With how quickly AI technology popped up last school year we as teachers need to be prepared to adapt to the new tool. ChatGPT and other generative AI tools can be valuable tools in our classrooms. As my school’s technology learning ambassador, I attended a session last spring discussing the role of ChatGPT and how it can be used in our schools as the new technology was emerging. Our group shared concerns around plagiarism and how it would affect students view of doing their work and we also shared some successes from those of us that had already been playing with it. At that point I had been playing with ChatGPT for a couple of months on my own time but definitely applying it to my classroom and one of the things that I found with it right away was that I could generate lists of age-appropriate topics for my students to write about or discuss in a matter of seconds when doing it a traditional way would have taken me hours. This is not to say all of the topics were perfect many of them needed editing adapting and sometimes to be completely omitted because ChatGPT does not always have the best grasp of what a nine-year-old is capable of, but it gave me a start.
When working with ChatGPT to create topics to generate research questions or to create math practice problems regularly word problems that get progressively more difficult I notice that the skill came in how the prompt was phrased. As we move forward with generative AI being readily available for our students we are going to have to teach the skills of creating a good prompt and also knowing when two an when not to use AI tools. One of my current favorite uses for ChatGPT is simplifying a text, I can ask ChatGPT to rewrite a text I have pasted for a grade one student or for a 7 year old and it simplifies the text to a student’s reading level or fairly close to it while maintaining the meaning of the text. This alone was a game changer for me last spring, I had a student who joined my grade for class who was reading CVC words and beginning to use some consonant blends, I was able to adapt are science and social studies content reading to a beginning grade one level for this student using generative AI. Previously I had been scanning the texts into my computer and creating audio files for each text this was vastly time consuming and definitely not a good use of my time but it was the only way I had to give a student access to the text. I got this idea from another tech learning ambassador who shared that she was using ChatGPT to create decodable texts for her grade one and two students on specific phonics skills.

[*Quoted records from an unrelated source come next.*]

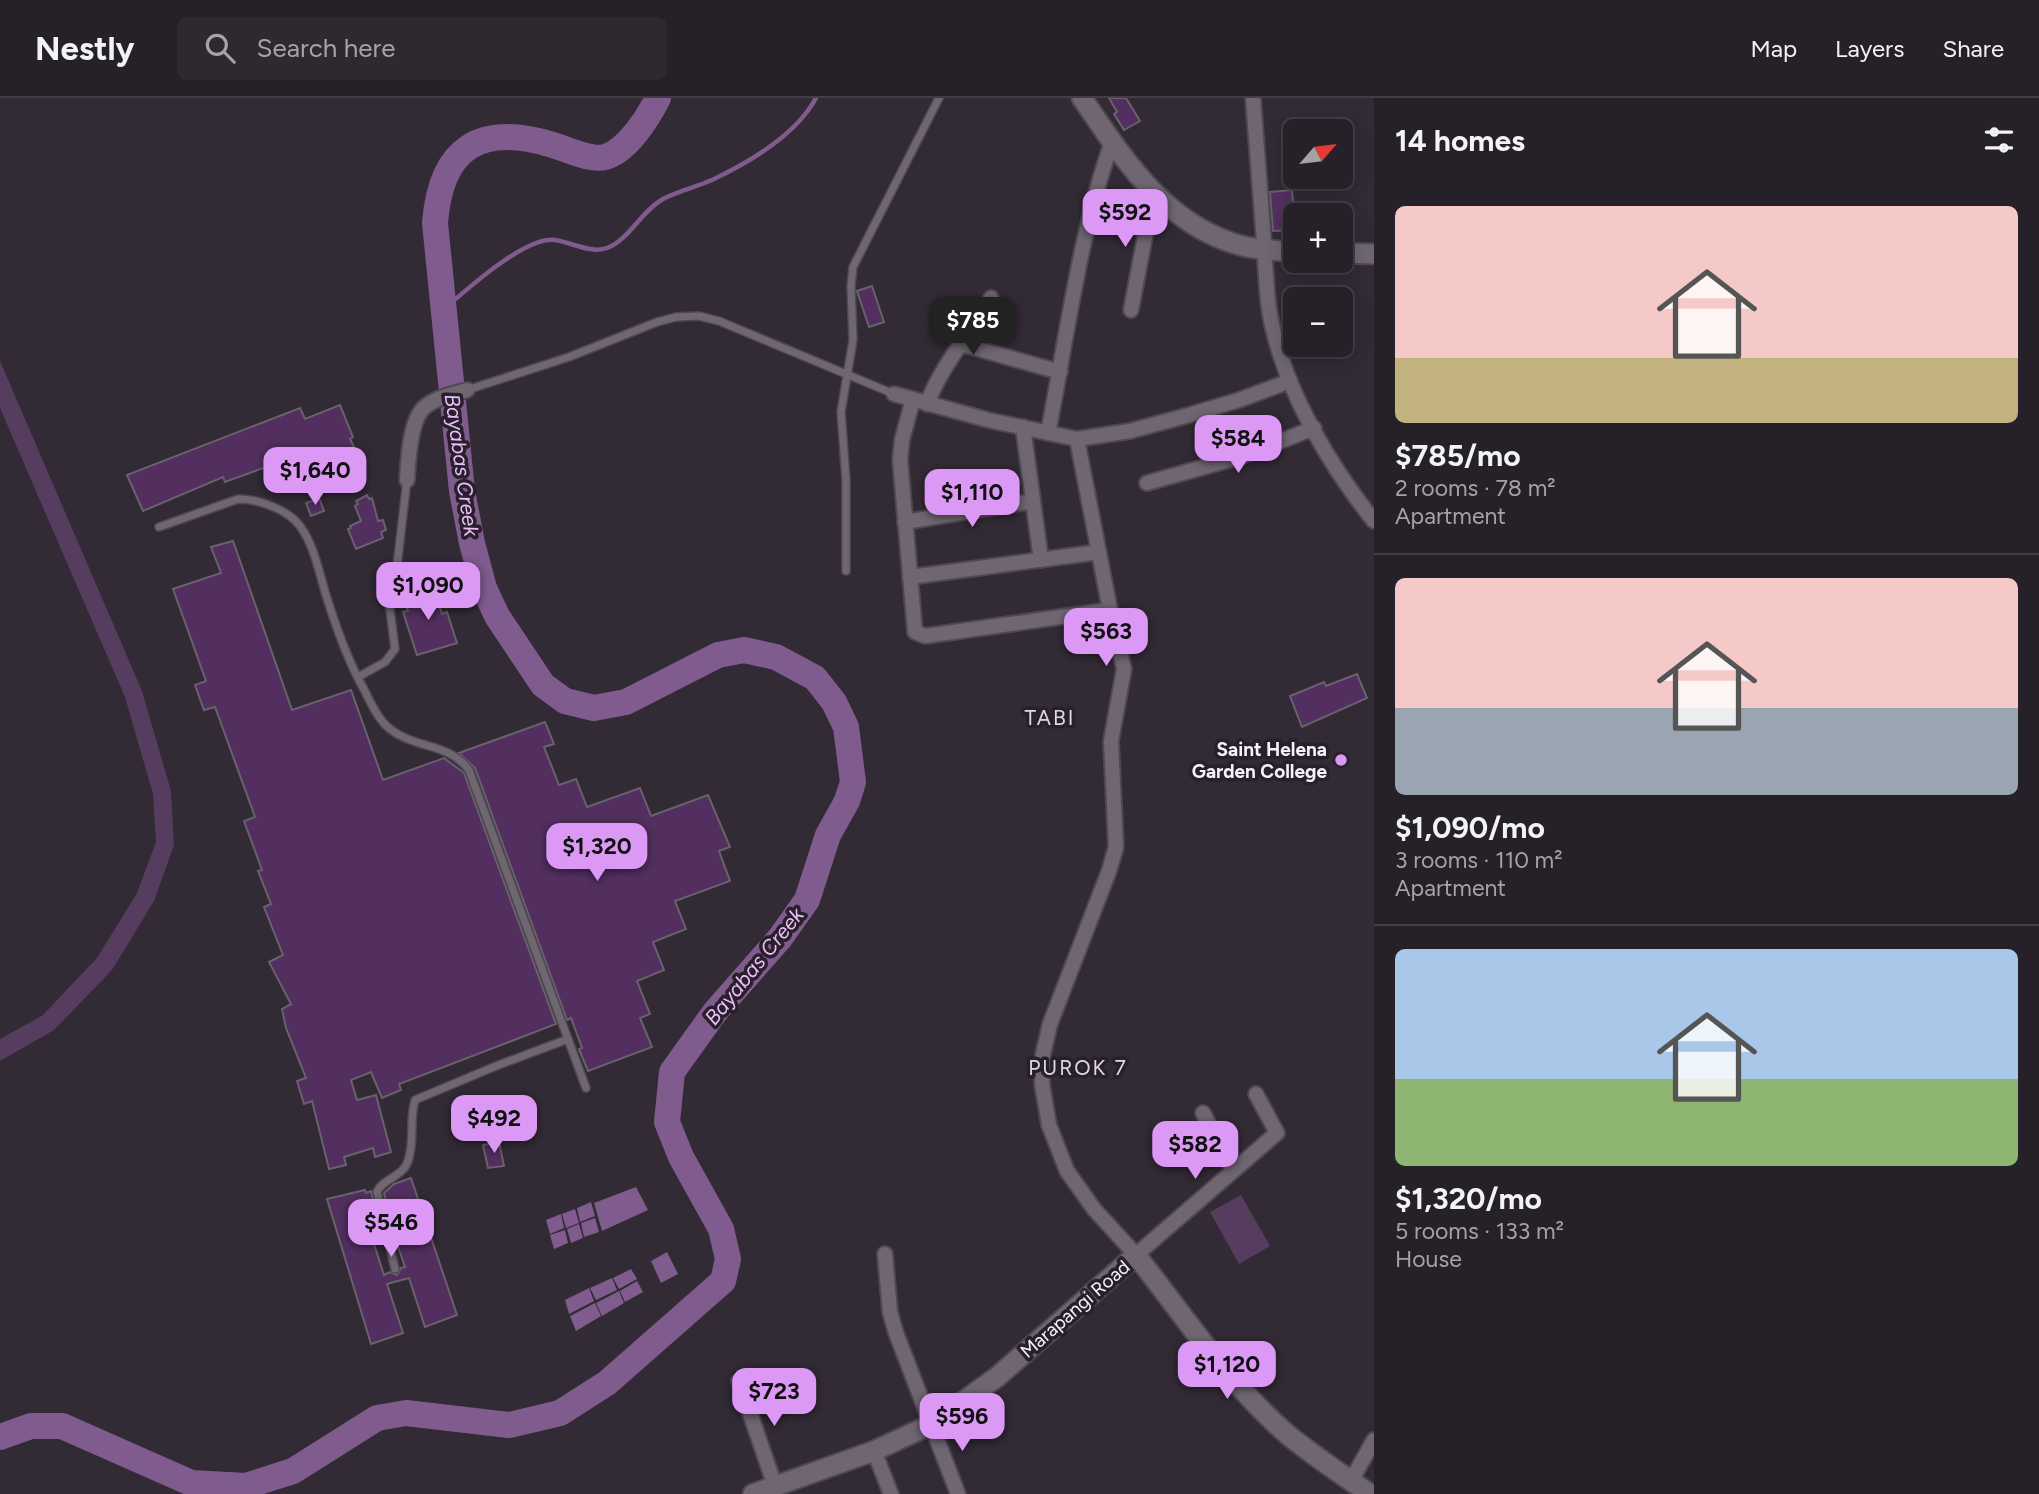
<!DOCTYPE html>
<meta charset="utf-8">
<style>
body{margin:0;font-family:Figtree,sans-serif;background:#2e2830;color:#f1f3f6;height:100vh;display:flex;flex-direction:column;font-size:26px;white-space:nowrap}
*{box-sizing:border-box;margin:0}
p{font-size:23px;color:#a4a3a8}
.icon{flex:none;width:38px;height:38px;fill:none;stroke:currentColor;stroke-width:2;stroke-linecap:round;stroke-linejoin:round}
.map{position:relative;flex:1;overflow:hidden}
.sheet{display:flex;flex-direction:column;background:#262028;width:665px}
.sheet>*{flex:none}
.needle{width:46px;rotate:62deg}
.fabs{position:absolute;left:1283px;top:21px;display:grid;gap:14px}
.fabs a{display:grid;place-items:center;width:70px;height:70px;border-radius:10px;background:#262028;box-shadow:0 4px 18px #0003,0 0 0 2px #423e45;font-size:35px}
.price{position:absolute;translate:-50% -60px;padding:0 16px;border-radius:14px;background:#db99f5;color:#111;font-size:23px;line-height:46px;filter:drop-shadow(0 2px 4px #0008)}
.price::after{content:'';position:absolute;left:50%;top:42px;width:21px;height:16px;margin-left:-10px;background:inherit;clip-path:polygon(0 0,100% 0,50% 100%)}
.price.on{background:#222;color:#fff}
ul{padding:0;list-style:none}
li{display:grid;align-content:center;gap:14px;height:371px;padding:0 21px}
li+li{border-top:2px solid #423e45}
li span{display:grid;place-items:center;height:217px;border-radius:10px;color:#555}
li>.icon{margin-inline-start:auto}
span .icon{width:126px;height:126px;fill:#fffc;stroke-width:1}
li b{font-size:30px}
h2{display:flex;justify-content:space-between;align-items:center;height:84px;padding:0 21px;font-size:30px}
header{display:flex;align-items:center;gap:42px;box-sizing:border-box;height:98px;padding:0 35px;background:#262028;border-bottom:2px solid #423e45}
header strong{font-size:33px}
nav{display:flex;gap:38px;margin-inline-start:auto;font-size:24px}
.search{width:490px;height:63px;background:#2e2830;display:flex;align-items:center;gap:18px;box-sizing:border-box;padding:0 24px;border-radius:10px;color:#a4a3a8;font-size:26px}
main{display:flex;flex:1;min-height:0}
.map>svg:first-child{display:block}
.green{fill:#563d60}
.water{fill:#805b8e}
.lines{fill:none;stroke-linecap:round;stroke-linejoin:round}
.stream{stroke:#805b8e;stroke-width:4.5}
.river{stroke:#805b8e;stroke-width:26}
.building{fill:#522f5f;stroke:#69616d;stroke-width:2}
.lane-casing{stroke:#4e4951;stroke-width:10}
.street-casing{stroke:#4e4951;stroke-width:18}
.secondary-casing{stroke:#4e4951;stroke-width:23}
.lane{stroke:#6f6672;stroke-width:7}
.street{stroke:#6f6672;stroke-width:14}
.secondary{stroke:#6f6672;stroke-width:19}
.poi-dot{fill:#db99f5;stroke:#28202a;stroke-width:2.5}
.labels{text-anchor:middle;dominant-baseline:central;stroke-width:7;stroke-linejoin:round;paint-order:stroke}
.poi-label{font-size:19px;font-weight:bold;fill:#f7f2f9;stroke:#28202a;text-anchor:end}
.street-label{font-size:19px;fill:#f7f2f9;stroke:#28202a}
.water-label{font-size:21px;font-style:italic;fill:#eabefb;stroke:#28202a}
.neighbourhood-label{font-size:21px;letter-spacing:2px;fill:#e0d7e4;stroke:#28202a}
</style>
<header>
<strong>Nestly</strong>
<div class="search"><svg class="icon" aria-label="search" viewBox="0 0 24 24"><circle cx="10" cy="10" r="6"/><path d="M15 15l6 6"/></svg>Search here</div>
<nav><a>Map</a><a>Layers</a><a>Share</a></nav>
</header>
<main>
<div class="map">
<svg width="1374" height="1396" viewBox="0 0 1374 1396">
<rect width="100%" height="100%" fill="#322a35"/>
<g class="green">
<polygon points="0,263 142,593 171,693 174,747 154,803 112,872 54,932 0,963 0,941 43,917 97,860 137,795 156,744 153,696 125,599 0,310"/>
<polygon points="1241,1097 1270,1148 1239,1166 1210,1114"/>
</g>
<g class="water">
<polygon points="636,1089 648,1112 602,1133 594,1105"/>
<polygon points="591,1104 595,1118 580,1124 577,1110"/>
<polygon points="575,1111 579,1125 566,1130 562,1116"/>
<polygon points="561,1116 564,1130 550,1136 546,1122"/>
<polygon points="595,1120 599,1134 584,1139 581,1125"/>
<polygon points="579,1126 583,1140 571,1145 567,1131"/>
<polygon points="565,1132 568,1145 554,1151 550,1137"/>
<polygon points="667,1154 678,1176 661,1185 651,1163"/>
<polygon points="631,1171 637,1181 619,1191 613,1180"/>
<polygon points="612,1180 617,1192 596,1202 590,1190"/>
<polygon points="637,1183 643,1194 625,1204 620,1193"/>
<polygon points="589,1190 594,1203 569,1216 565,1202"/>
<polygon points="619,1193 624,1205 602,1218 596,1205"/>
<polygon points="595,1205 601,1218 576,1233 570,1218"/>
</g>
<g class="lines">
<path class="stream" d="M443,212C465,193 525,138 555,142C570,144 592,156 607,150C630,141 640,114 663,101C678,93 696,89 712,82C750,64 796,37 816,0"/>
<path class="river" d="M0,1339L31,1328H62L191,1385L246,1388L293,1373L377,1320L406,1315L509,1327L560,1315L607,1285L723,1183L728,1161L721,1131L681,1059L667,1024L672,974L715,914L780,840L807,802L828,737L847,703L853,684L846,629L834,604L815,580L776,559L744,552L718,557L626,604L594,610L565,603L543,587L497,518L484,490L472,445L462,393L435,125C441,48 481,25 553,47C567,51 590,63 605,59C627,53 648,20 658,0"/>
</g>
<g class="building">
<polygon points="1109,0 1126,0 1140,23 1124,32 1114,16 1117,14"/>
<polygon points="1292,92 1295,132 1273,133 1270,94"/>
<polygon points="872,188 884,224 869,229 857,193"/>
<polygon points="340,307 353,339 350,341 358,357 341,365 346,376 341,379 343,382 335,386 313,382 301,356 225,384 223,379 143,413 127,377 300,310 305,321"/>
<polygon points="367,397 369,401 372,400 378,423 383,422 386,432 381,434 383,440 356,451 348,431 351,430 350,428 361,423 355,408 358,406 356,403"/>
<polygon points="319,400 324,413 311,418 306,405"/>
<polygon points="233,443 292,612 351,592 383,682 444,660 464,675 556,926 399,986 401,992 382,1000 371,974 351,982 357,1002 376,997 391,1054 375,1059 373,1050 344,1059 346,1067 329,1071 312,1003 304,1006 297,983 306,980 286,930 282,911 291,906 269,864 283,857 264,809 271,806 258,773 262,772 244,723 255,719 215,609 204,612 195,587 206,583 173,491 221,475 211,449"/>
<polygon points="433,489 442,516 447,514 457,545 417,557 403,514 408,513 403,498"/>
<polygon points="1357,576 1367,600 1302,629 1290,598 1324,584 1326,588"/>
<polygon points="545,624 554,646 544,649 559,687 576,681 587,709 640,690 651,718 708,697 730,749 719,753 730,783 675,803 686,831 653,844 664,872 637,883 650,916 640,920 652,949 588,973 579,951 582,950 571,920 567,922 475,670 459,655"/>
<polygon points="499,1044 504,1068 488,1070 483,1047"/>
<polygon points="411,1080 457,1217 425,1229 409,1180 387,1186 403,1235 371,1246 327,1101 365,1092 366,1095 371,1093 381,1137 372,1140 384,1177 390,1174 397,1177 401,1170 405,1169 393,1134 384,1095 394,1086"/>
</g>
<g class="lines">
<defs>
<g id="lane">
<polyline points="467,292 569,259 657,224 676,219 699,218 719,223 894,296"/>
<path d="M159,429L238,401C258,401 287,411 300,428C314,447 319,474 326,497C335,526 345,555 359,582C368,598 376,620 390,631C415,651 448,644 469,672L586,990"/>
<polyline points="846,473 846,382 841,314 853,242 851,188 853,169 939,0"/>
<polyline points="358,579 385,564 395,551 389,504 397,468 407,382"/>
<path d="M395,1171L377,1094C383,1080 403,1079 408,1063C415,1044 409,1022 415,1002L496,968L568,941"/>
</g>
<g id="street">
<path d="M1253,0C1257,48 1260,96 1264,144C1266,174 1266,205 1274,235C1290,300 1332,371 1374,423"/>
<polyline points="1131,212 1153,96"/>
<polyline points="961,246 1060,274"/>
<polyline points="894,296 988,322 1077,341 1130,333 1189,317 1239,302 1290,283"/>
<polyline points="913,301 902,342 900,362 915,534 925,538 1110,512"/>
<path d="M927,306C942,266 970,236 991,200"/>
<polyline points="1023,329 1041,462"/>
<path d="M1048,335C1067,239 1079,137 1112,44"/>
<polyline points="1077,341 1110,512 1124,571 1111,643 1116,749 1109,773 1050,926 1043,956 1042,986 1049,1027 1067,1073 1094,1111 1136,1157 1277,1035 1256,996"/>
<path d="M407,382C408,363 410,319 426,308C437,299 454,296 467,292"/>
<polyline points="1147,385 1243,358 1314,330"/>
<polyline points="905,424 1033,403"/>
<polyline points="910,479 1099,454"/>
<polyline points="1203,1015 1233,1073"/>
<polyline points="885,1156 890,1214 896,1235 958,1396"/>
<polyline points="739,1283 775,1388"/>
<polyline points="874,1353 891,1396"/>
<polyline points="1351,1383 1374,1342"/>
</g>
<g id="secondary">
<path d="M1082,0C1124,62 1168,131 1247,149C1263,152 1279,153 1295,154"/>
<polyline points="1340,155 1374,156"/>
<path d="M753,1396L874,1353L932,1326L997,1279L1136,1157C1184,1218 1229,1286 1288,1337C1314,1358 1342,1377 1370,1396"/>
</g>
</defs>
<use href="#lane" class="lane-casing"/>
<use href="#street" class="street-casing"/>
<use href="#secondary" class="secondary-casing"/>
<use href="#lane" class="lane"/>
<use href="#street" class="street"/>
<use href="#secondary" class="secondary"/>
</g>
<circle class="poi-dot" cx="1341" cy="662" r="7"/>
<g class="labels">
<g class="poi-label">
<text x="1327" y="651">Saint Helena<tspan x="1327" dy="22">Garden College</tspan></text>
</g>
<g class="street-label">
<text transform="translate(1075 1211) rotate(-41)">Marapangi Road</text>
</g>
<g class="water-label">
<text transform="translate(462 367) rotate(82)">Bayabas Creek</text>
<text transform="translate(754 868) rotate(-51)">Bayabas Creek</text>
</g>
<g class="neighbourhood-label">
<text x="1050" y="619">TABI</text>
<text x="1078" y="969">PUROK 7</text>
</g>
</g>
</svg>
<div class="fabs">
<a><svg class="needle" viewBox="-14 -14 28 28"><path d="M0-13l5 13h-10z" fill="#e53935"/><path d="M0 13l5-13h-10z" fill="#a4a3a8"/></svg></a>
<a>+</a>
<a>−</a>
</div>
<b class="price" style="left:1125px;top:151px">$592</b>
<b class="price on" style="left:973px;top:259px">$785</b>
<b class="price" style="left:1238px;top:377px">$584</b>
<b class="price" style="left:315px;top:409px">$1,640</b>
<b class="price" style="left:972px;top:431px">$1,110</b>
<b class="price" style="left:428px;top:524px">$1,090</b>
<b class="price" style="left:1106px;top:570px">$563</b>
<b class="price" style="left:597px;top:785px">$1,320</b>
<b class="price" style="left:494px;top:1057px">$492</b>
<b class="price" style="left:1195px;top:1083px">$582</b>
<b class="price" style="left:391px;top:1161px">$546</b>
<b class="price" style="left:1227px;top:1303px">$1,120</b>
<b class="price" style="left:774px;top:1330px">$723</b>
<b class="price" style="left:962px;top:1355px">$596</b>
</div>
<section class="sheet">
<h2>14 homes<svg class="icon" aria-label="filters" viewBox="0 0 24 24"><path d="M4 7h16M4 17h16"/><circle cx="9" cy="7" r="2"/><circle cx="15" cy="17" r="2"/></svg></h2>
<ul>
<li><span style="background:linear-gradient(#f6c9c9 70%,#c2b280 0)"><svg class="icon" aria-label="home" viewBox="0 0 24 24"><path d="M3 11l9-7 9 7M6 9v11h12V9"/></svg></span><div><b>$785/mo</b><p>2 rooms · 78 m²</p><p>Apartment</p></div></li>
<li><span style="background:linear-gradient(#f6c9c9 60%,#9aa5b1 0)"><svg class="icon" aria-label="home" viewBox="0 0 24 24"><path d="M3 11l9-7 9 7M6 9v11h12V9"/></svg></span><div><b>$1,090/mo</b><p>3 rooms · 110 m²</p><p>Apartment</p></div></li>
<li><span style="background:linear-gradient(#a9c7e8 60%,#8fb573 0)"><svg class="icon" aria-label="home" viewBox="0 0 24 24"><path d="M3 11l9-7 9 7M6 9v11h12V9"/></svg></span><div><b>$1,320/mo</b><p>5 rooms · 133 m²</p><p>House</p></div></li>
</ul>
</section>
</main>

In terms of assessment, we as teachers are going to have to adapt how we assess as generative AI becomes more common as well as more accurate. Currently many generative AI programs are not reliable fact checkers however overtime as they read more of the information that is available on the Internet this will decrease. This leads us to the conundrum of teaching students when to use generative AI to create prompts to narrow down research questions and when they need to do their own work. For some students having these tools could help create the skeleton or the outline for a written piece and help students to organize their thoughts prior to writing. It also means as teachers we need to change our assessments moving perhaps towards more in class assessments and fewer take home written assignments or creating prompts that require a great deal of personal input and reflection from our students.